Há vários motivos para assistir um filme: pelo espetáculo, pelo riso, pela arte. E então há pessoas. Não pessoas que vão assistir aos filmes, mas as do próprio filme! Os personagens conjurados pelo ator que interpreta palavras do escritor, guiadas pelo diretor, através da celulóide do fotográfo, projetado na tela por um feixe de luz. Assim muitos nos convencem à acreditar de fato nessas pessoas tanto quanto nós acreditamos em...bem, essa é a magia! Isso é SPOILER! Isso é cinema!

22.6.07

Pernille Christensen raspa a panela do que sobrou do Dogma 95


Mais uma produção com cara de Dogma 95 - situação e impressão que ganha mais reforço ainda por ser obra que vem da Dinamarca, país natal do movimento que se dizia "aquele que vinha para resgatar a pureza e a essência do cinema". À parte discutir novamente a sinceridade nas intenções dos criadores do movimento, que causou um certo rebuliço no meio dos cinéfilos e críticos mais engajados e atentos ao que passa ao seu redor - os que observam o cinema num aspecto mais amplo, mundial -, algumas más marcas parece que se fixaram de maneira quase indelével num grupo de observadores mais xiitas e de pouco bom humor. Além do Desejo (En Soap, 2006), então, dirigido pela quase novata Pernille Christensen, parece chegar propositalmente com o cheiro e as cores de seu país - e uma compreensão muito mais superficial do movimento inventado Lars Von Trier e Thomas Vinterberg - como bandeiras a serem defendidas a todo custo; inclusive com o sacrifício do bom cinema.

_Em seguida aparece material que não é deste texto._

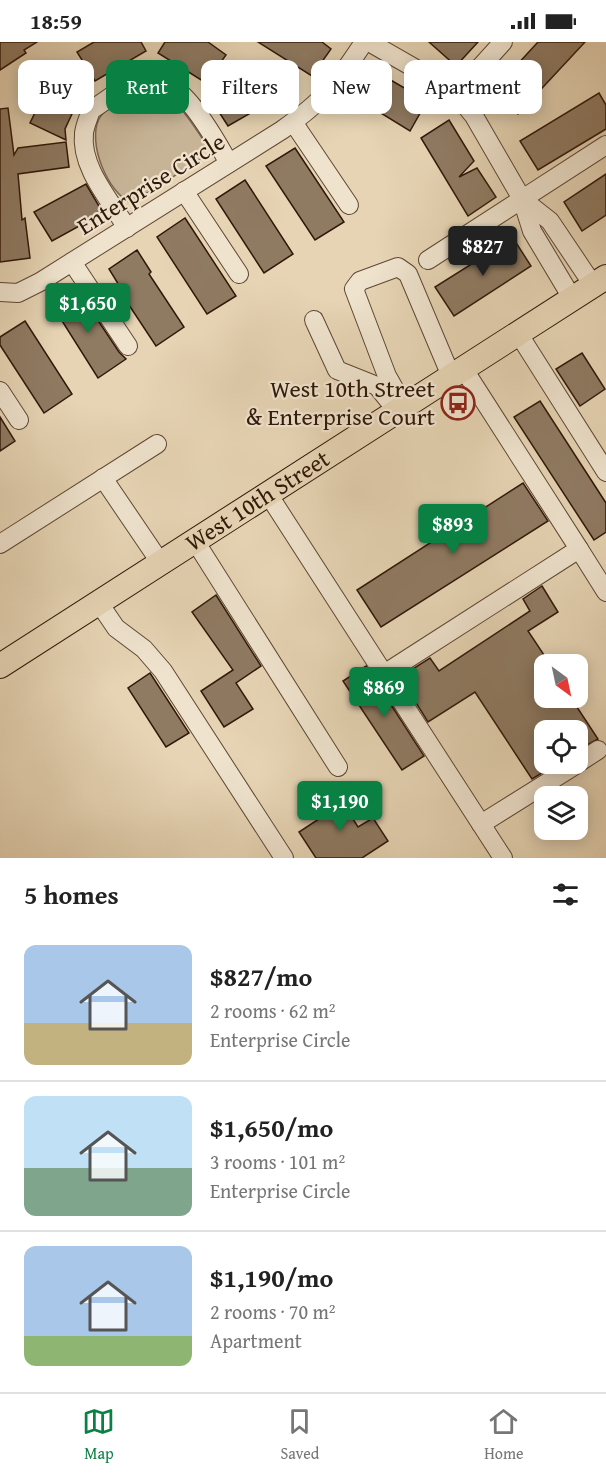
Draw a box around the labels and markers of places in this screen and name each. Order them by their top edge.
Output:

Quando as câmeras digitais passaram a ser utilizadas na confecção do cinema - isso muito recentemente - era evidente que seu maior mérito girava em torno do barateamento do filme. Junto com essa "vantagem", surgiu um leve e compreensível "modo trêmulo" nas imagens que assistíamos captadas através da nova técnica - o tamanho menor da câmera permitia uma utilização mais constante nas mãos, sem tripés, fato que imprimia maior dinâmica e urgência ao novo cinema que se apresentava sem cerimônia a nós com o Dogma. Bem, nesse filme da diretora Pernille, toda essa má compreensão daquele evento nascido no distante 1995 se faz cartão de visita, tão exageradamente e tão descaradamente que a vontade real foi a de sair correndo da sala de cinema, intenção que só não concretizei por dever de ofício.

A câmera treme e teima em escapar do objeto a ser focado. Existe uma narração atípica, que não deixa dúvida alguma se tratar de homenagem à trilogia iniciada com Dogville (2003), pelo teor afetadamente fabulesco assumido - no caso de Além do Desejo, a homenagem passa a ser explícita a Von Trier, mesmo devida e oficialmente afastado do movimento, num típico exemplo que desmascara uma compreensão equivocada das razões dele, anteriormente, e como tentativa de colocá-lo sobre um altar, para ser não questionado em suas opiniões e atitudes; afinal, estamos girando em trono de "dogmas".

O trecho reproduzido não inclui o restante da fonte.